Charlotte Brainard, friend and former Delaware Tech colleague of Jill Biden

“In so many ways this election is about those stories and how to make sure every family in America has the same opportunities that Joe and I had,” she said.

In Western Pennsylvania, she referred to the state’s fierce regional disagreements over convenience stores (Wawa in the east, Sheetz in the west) and football teams. She quickly turned that into a pitch for how her husband can unite Eagles and Steelers fans alike. She’s particularly engaged when she’s talking to teachers or students.

She wore an Eagles shirt to a fund-raiser with Cowboys Hall of Famer Emmitt Smith and dyed a streak of her hair purple for a chat with purple-haired soccer star Megan Rapinoe. The Flyers are Biden’s first love, but she follows all Philadelphia sports teams, often asking staffers when the Eagles are playing so she can follow the score between campaign events.

» READ MORE: A Pennsylvania town once known as ‘communism on the prairie’ is all about Trump now

But this has also been a uniquely acrimonious race for Jill Biden.

She is sometimes asked several times a day to defend her 77-year-old husband’s mental fitness for office, which Donald Trump and his allies question often. Her son Hunter has been maligned by Trump. She tries not to take it personally. “I think Donald Trump’s just looking for anything to cause a distraction,” she told The Inquirer.

When CNN’s Jake Tapper, a Philadelphia-area native himself, asked Biden last month about her husband’s well-known propensity for verbal gaffes, she cut in and objected to the premise. “You can’t even go there. ... You cannot even say the word gaffe,” she said.

“As kind and thoughtful and empathetic as she can be, she’s no pushover,” said friend and former Delaware Tech colleague Charlotte Brainard. “She’s not exactly a shrinking violet. She can be tough — and she never lost her accent.”

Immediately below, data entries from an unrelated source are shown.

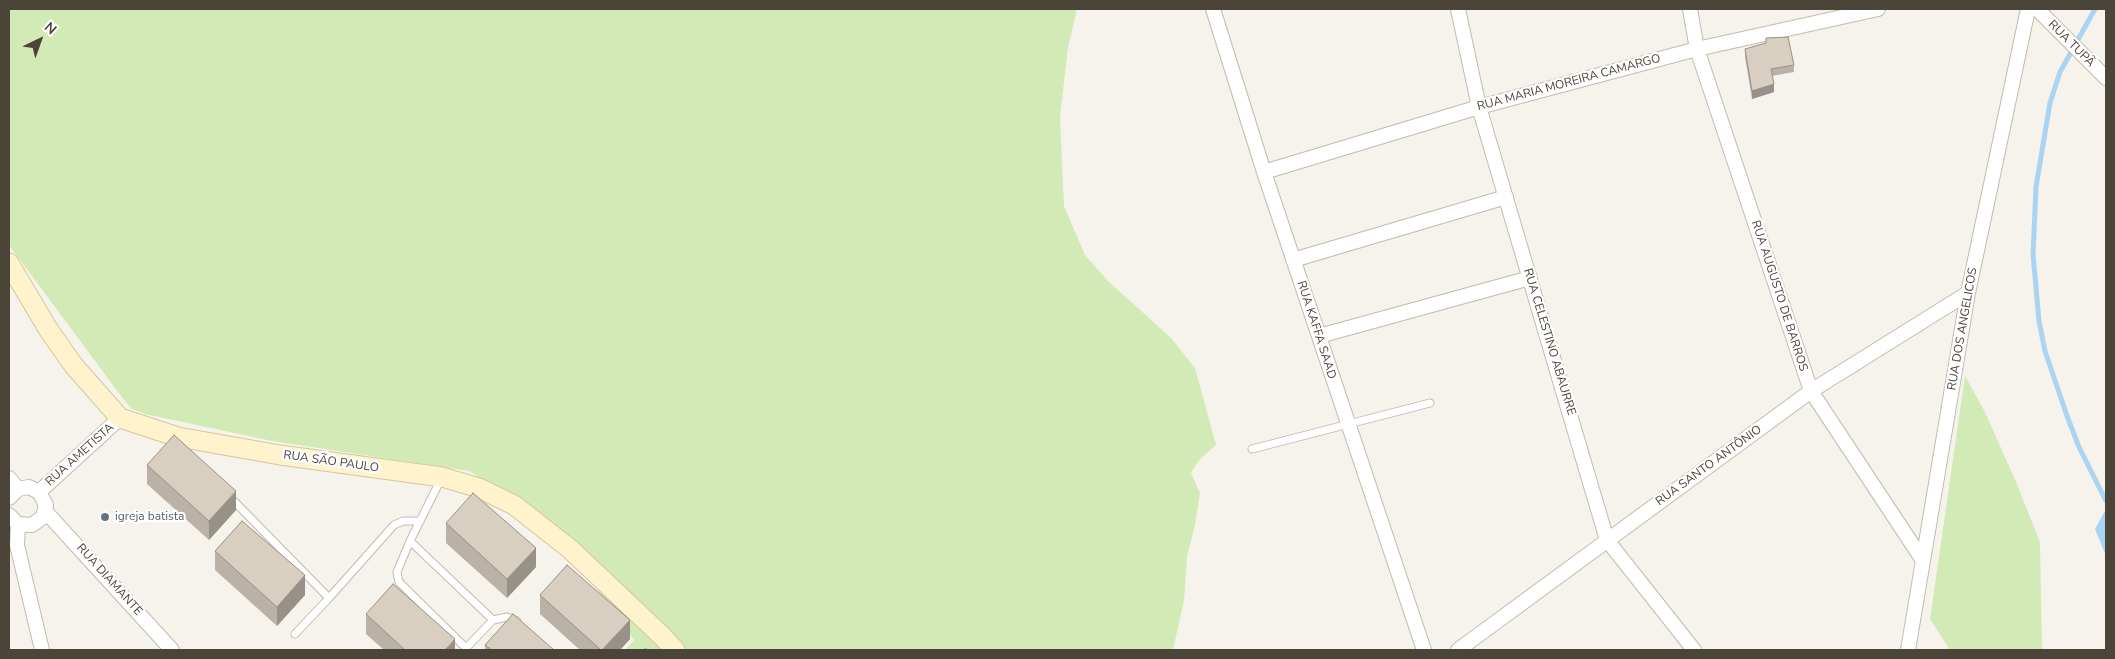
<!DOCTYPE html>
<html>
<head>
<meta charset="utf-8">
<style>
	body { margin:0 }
	#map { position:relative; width:2115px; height:659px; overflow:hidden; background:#f6f3ec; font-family:"Nunito Sans",sans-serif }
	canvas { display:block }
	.frame { position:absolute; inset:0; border:10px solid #4b4439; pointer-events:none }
	.north { position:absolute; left:15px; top:15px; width:50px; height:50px; -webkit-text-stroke:4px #fff; paint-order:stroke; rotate:42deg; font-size:14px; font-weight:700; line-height:20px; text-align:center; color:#4b4439 }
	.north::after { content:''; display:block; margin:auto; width:18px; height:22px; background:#4b4439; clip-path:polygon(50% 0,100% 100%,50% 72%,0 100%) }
</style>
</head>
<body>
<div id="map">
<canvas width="2115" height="659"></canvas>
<div class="frame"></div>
<div class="north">N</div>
</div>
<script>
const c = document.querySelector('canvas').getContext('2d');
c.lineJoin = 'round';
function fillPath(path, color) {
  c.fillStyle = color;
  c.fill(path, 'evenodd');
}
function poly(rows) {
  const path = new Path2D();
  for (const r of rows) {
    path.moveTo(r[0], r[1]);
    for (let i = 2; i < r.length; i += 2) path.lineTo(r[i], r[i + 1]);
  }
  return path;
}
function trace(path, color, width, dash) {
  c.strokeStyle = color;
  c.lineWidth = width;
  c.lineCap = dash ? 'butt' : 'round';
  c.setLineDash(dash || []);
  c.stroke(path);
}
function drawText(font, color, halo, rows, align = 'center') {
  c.font = font + ' "Nunito Sans",sans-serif';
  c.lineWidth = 4.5;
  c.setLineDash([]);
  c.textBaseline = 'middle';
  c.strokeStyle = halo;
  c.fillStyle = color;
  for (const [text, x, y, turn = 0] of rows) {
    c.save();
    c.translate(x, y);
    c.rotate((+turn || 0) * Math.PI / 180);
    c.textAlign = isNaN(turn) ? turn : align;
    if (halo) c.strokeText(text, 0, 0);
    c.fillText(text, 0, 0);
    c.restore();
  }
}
const green = poly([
	[9,9,1077,9,1068,47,1060,117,1064,206,1085,255,1108,281,1171,338,1195,368,1216,445,1199,460,1191,473,1200,493,1195,525,1187,557,1184,600,1173,650,625,650,634,640,545,518,469,471,272,441,145,414,132,409,121,396,9,245],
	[1965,376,1985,412,2016,482,2040,542,2042,650,1950,650,1930,619]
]);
const water = poly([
	[2106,509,2106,556,2095,529]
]);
const stream = poly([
	[2095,9,2060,72,2050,103,2036,187,2033,254,2039,321,2045,351,2067,416,2079,447,2106,501]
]);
const path = poly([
	[645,648,646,650]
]);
const lane = poly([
	[1252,449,1430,403],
	[442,477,410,541,493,620,507,617,517,621],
	[229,496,329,598,394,525,403,521,420,521],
	[410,541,397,572,399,582,466,648,493,620],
	[295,634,329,598]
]);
const street = poly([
	[1213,9,1264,172,1424,650],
	[1458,9,1479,107,1607,540,1694,650],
	[1690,9,1697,49,1811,391,1922,559],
	[2037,9,2106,78],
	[1264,172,1479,107,1697,49,1878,9],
	[1293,260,1506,197],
	[1319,336,1530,278],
	[9,478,18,489],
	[39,492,120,418],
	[9,498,18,489,29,487,39,492,46,505,43,517,32,525,18,524,9,515],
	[45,511,172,650],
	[18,524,17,545,42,650],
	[1458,650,1811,391,1968,293],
	[1908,650,1968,293,2028,9]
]);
const secondary = poly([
	[9,263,48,329,74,366,120,418,178,437,280,455,442,477,479,488,514,505,570,549,662,636,675,650]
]);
const wall = poly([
	[1745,49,1794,65,1794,72,1772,76,1774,92,1752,99,1745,57],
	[147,465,236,510,209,540,147,484],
	[446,523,536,567,507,598,446,543],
	[215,551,305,595,277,626,215,570],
	[540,595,630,639,620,650,580,650,540,614],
	[366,614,455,650,384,650,366,634],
	[485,645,554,650,485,650]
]);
const shadedWall = poly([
	[1774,84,1774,92,1752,99,1752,91],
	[236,491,236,510,209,540,209,521],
	[536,548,536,567,507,598,507,579],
	[305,575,305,595,277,626,277,607],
	[630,620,630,639,620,650,602,650],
	[455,639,455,650,445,650]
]);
const building = poly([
	[1788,37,1794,65,1771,69,1774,84,1752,91,1745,49,1766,43,1766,38,1788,37],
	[174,435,236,491,209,521,147,465,174,435],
	[473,493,536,548,507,579,446,523,473,493],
	[242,521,305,575,277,607,215,551,242,521],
	[567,565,630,620,602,650,601,650,540,595,567,565],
	[393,584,455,639,445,650,405,650,366,614,393,584],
	[513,614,554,650,492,650,485,645,513,614]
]);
const markers = [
	[105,517,5,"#6b7280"]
];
const streetNames = [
	["RUA TUPÃ",2071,44,45],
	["RUA MARIA MOREIRA CAMARGO",1569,83,-15],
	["RUA AUGUSTO DE BARROS",1779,296,72],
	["RUA DOS ANGELICOS",1963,329,-80],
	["RUA KAFFA SAAD",1316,330,72],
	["RUA CELESTINO ABAURRE",1549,342,73],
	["RUA AMETISTA",80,455,-42],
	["RUA SÃO PAULO",331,462,8],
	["RUA SANTO ANTÔNIO",1709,466,-36],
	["RUA DIAMANTE",109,580,48]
];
const worshipNames = [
	["igreja batista",115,517]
];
fillPath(green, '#d2eab5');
fillPath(water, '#a9d4f2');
trace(stream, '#a9d4f2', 5);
trace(lane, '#c2bbae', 9);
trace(street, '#c2bbae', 16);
trace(secondary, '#d6c79b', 21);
trace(path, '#c4b79f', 3, [2.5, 2.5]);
trace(lane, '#fff', 7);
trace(street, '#fff', 14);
trace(secondary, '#fff3cd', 19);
fillPath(wall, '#bab2a6');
fillPath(shadedWall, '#979187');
fillPath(building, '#d8cfc1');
trace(building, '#979187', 1);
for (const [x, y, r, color] of markers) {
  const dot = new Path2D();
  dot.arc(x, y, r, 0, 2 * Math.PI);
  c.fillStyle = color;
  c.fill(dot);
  trace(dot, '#fff', 2);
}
drawText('12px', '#4b4439', '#fff', streetNames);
drawText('12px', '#5b616d', '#fff', worshipNames, 'left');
</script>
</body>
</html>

Brainard also sees a kind of symmetry in the tragedy the Bidens have endured and the plight of a pandemic-stricken nation today. She recalled Biden’s kindness when her father was dying — the phone check-ins and the food basket from her favorite Italian restaurant in Delaware.

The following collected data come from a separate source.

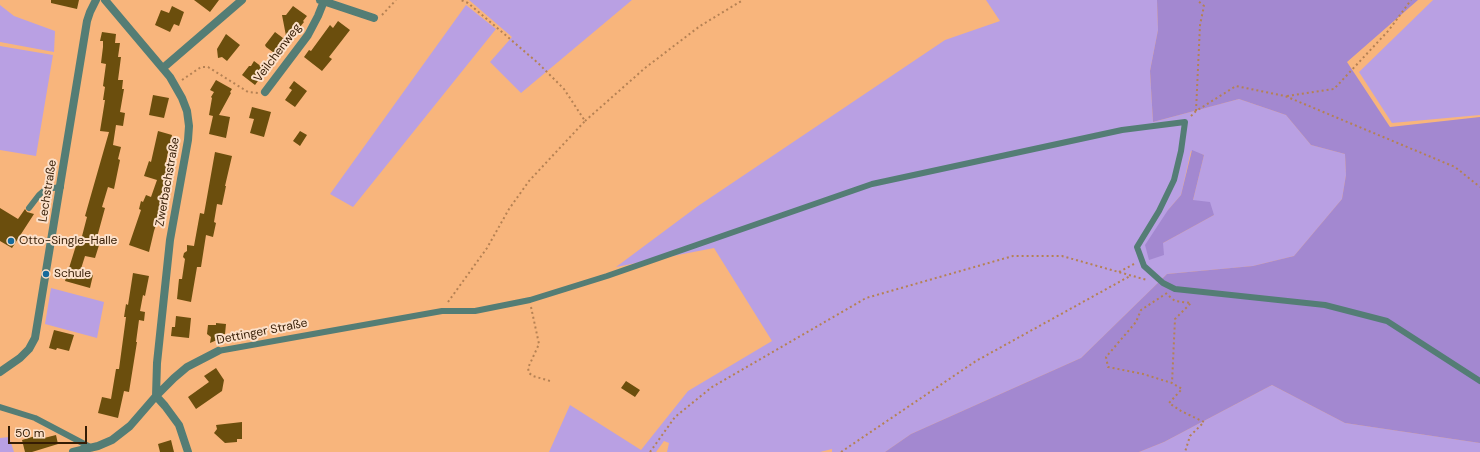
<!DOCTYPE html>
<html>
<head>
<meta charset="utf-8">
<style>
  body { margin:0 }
  #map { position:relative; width:1480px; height:452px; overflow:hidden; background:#f8b57c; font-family:"DM Sans",sans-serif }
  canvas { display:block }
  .scale { position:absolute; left:8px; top:426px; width:79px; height:18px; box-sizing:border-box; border:2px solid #351c04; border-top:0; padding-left:5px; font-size:12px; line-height:14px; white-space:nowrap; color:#351c04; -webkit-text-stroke:3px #fce0c9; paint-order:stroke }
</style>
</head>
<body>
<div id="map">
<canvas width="1480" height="452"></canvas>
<div class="scale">50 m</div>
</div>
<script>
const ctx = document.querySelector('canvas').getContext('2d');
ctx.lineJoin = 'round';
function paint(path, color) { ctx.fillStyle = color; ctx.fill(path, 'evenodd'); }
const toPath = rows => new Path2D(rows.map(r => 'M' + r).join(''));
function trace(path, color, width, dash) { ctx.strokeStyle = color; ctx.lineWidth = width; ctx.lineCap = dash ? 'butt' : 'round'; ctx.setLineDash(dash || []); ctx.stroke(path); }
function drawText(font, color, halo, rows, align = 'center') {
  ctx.font = font + ' "DM Sans",sans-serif'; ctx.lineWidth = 4; ctx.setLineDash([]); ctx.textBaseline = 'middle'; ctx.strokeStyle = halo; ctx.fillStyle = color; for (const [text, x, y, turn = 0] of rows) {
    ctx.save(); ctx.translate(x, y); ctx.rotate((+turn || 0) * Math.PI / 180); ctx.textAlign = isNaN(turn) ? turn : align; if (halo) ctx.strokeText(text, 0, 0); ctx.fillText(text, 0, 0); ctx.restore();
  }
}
paint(toPath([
  [469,0,632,0,521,93,490,62,512,37],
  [986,0,1157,0,1158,30,1150,71,1153,122,1239,99,1286,115,1311,145,1345,154,1346,175,1342,199,1294,256,1253,266,1167,274,1081,358,911,434,885,452,832,452,832,449,820,452,667,452,669,443,664,441,656,452,549,452,570,405,641,450,688,391,772,341,714,248,616,267,698,206,945,40,1000,21],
  [1191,151,1204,155,1193,200,1214,215,1163,243,1168,210,1181,195],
  [1433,0,1480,0,1480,115,1392,123,1359,72],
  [0,5,14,16,55,31,54,52,0,42],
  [466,5,496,29,353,207,330,194],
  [0,46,53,55,36,156,0,150],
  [51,288,104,302,97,338,45,324],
  [1272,385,1345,423,1480,443,1480,452,1139,452,1164,442],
  [9,437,14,452,0,452,0,438]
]), '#b9a0e3');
paint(toPath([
  [1157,0,1418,0,1347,62,1390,127,1480,117,1480,443,1345,423,1272,385,1164,442,1139,452,885,452,911,434,1081,358,1167,274,1253,266,1294,256,1342,199,1346,175,1345,154,1311,145,1286,115,1239,99,1153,122,1150,71,1158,30],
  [1192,150,1204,155,1193,200,1210,202,1214,215,1163,243,1164,255,1149,260,1145,245,1168,210,1181,195]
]), '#a388d0');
paint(toPath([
  [51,0,79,0,77,9,51,3],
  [194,0,219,0,210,12],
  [172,6,184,12,179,26,174,24,170,32,155,25,161,10,169,13],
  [293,6,307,16,303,21,304,22,277,55,266,47,265,45,275,32,287,41,282,15,286,15],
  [338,21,350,30,329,57,332,59,322,71,304,57,309,50,311,51,330,25,333,28],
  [102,32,116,34,115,43,120,43,118,57,121,57,118,80,123,80,122,89,124,89,120,112,125,113,123,126,116,125,113,145,121,147,118,159,120,160,114,189,108,187,102,207,105,208,96,241,100,242,95,258,85,256,80,272,93,275,90,288,65,281,78,239,81,240,87,217,85,216,109,132,100,131,105,100,103,100,105,87,103,86,106,64,101,63,103,47,103,41,100,41],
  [226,34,240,45,227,61,222,57,218,58,217,49],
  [254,61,266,70,255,85,242,75,249,66,251,66],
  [216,80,232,89,230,92,231,93,219,115,230,117,226,138,209,134,213,116,209,115,212,98,211,97,214,92,210,90],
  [294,81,307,91,295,107,285,100,292,90,289,88],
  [153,95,169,98,164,118,149,115],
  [252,107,271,112,264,137,250,133,254,119,249,118],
  [158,131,172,135,165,166,172,169,162,200,164,201,154,231,149,252,129,245,141,210,139,209,141,201,143,202,146,195,151,197,157,180,144,176,149,161,151,162],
  [300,131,307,135,300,146,293,141],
  [215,152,232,156,225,186,226,186,222,205,217,204,214,222,216,223,213,237,206,235,201,267,197,267,191,302,177,299,179,279,182,279,185,259,183,257,184,253,187,251,187,245,194,246,200,213,204,214],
  [0,208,18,219,25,209,27,212,34,214,12,248,0,241],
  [133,273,149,276,145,296,143,295,140,311,145,312,144,321,139,320,136,342,137,342,129,392,124,391,118,418,98,413,102,397,111,399,116,369,119,369,126,317,124,317,126,304,128,305],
  [176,316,191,318,189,338,171,336,172,327,175,327],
  [216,323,226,324,225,334,223,334,223,341,217,340,210,343,211,337,207,334,208,325,216,325],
  [54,330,74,335,69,351,57,348,56,350,49,348],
  [216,368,224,380,222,391,196,409,188,397,209,382,204,376],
  [626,381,640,390,635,397,621,388],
  [242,422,242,439,237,439,237,442,225,443,214,433,217,429,216,425],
  [42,434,44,438,56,435,58,444,32,452,25,452,22,440],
  [171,440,174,452,160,452,158,444]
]), '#6b4e0d');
trace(toPath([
  [382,15,396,0],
  [182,80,201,67,208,67,248,92,258,93],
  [1287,96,1334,89,1389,30,1411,0],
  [1196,111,1200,25,1204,6,1197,0],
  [1191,116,1196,111,1236,86,1285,96,1455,167,1480,187],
  [585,121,645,68,700,26,743,0],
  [1119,272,1134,264],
  [1167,293,1141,310,1136,322,1106,357,1108,367,1143,374,1172,383,1182,389,1169,403,1181,411,1204,422,1190,436,1185,452],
  [1169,296,1175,301,1191,303,1175,319,1172,383],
  [448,302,487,248,509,209,529,181,585,121,564,89,538,63,468,3,461,0],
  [531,307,539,344,528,368,529,373,533,376,550,381],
  [650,452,675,417,712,387,866,298,1013,256,1062,256,1147,280],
  [841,452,976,361,1130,276]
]), '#b58153', 2, [2, 3]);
trace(toPath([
  [29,208,39,195,46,189,61,187],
  [218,351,442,311,475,311,530,300,607,276,872,184,1122,130,1185,122,1181,151,1174,180,1159,211,1137,247,1144,266,1163,283,1175,289,1325,305,1387,321,1480,381],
  [0,407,35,418,92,448]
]), '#547d75', 6);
trace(toPath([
  [105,0,170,77,182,98,187,111,189,126,188,140,170,240,157,363,156,396,165,406,179,425,188,452],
  [320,0,374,18],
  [163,68,242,0],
  [265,92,308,35,318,16,324,1],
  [0,372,20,358,29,349,35,338,87,21,90,12,96,0],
  [73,452,98,446,112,440,130,426,156,396,174,378,187,367,218,351]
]), '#547d75', 8);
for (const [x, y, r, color] of [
  [11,241,4,"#176a9b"],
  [46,274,4,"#176a9b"]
]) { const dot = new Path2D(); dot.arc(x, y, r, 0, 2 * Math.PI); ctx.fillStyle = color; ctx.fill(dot); trace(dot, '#fce0c9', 1.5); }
drawText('12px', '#351c04', '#fce0c9', [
  ["Veilchenweg",278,53,-53],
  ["Zwerbachstraße",168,182,-80],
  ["Lechstraße",48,191,-81],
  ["Dettinger Straße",262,332,-11]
]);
drawText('12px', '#351c04', '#fce0c9', [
  ["Otto-Single-Halle",19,241],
  ["Schule",54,274]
], 'left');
</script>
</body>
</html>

In fact, almost everyone interviewed for this article had a story about some unexpected act of kindness from Jill Biden when someone was sick or died.

“She is one of the most grounded, decent human people I’ve ever met,” said former Delaware Gov. Jack Markell, who led a memorial service for Beau Biden in 2015.

Brainard said it felt as if the entire state of Delaware attended that memorial.

“People had waited hours in line, and you know what? They waited and they greeted every single person in line and that just goes to show how strong she is,” Brainard said. “At the worst possible time of your life to hang in there and greet everyone.”

» READ MORE: ‘That girl from Philly’ Jill Biden says her husband Joe can heal America

Earlier this month, Biden talked with female party leaders at a backyard gathering in Swarthmore. She reflected on how she and Joe Biden have supported each other through the years. When the kids were younger, he would come home from Washington on Amtrak every night to put them to bed, while she studied for graduate school at Villanova at the kitchen table.

Healing a family shattered by grief, she told the women, is similar to making a divided country whole again.

“We found that love holds a family together,” she said. “Love makes us flexible and resilient. And though it can’t protect us from the sorrows of life, it gives us a refuge, a home.”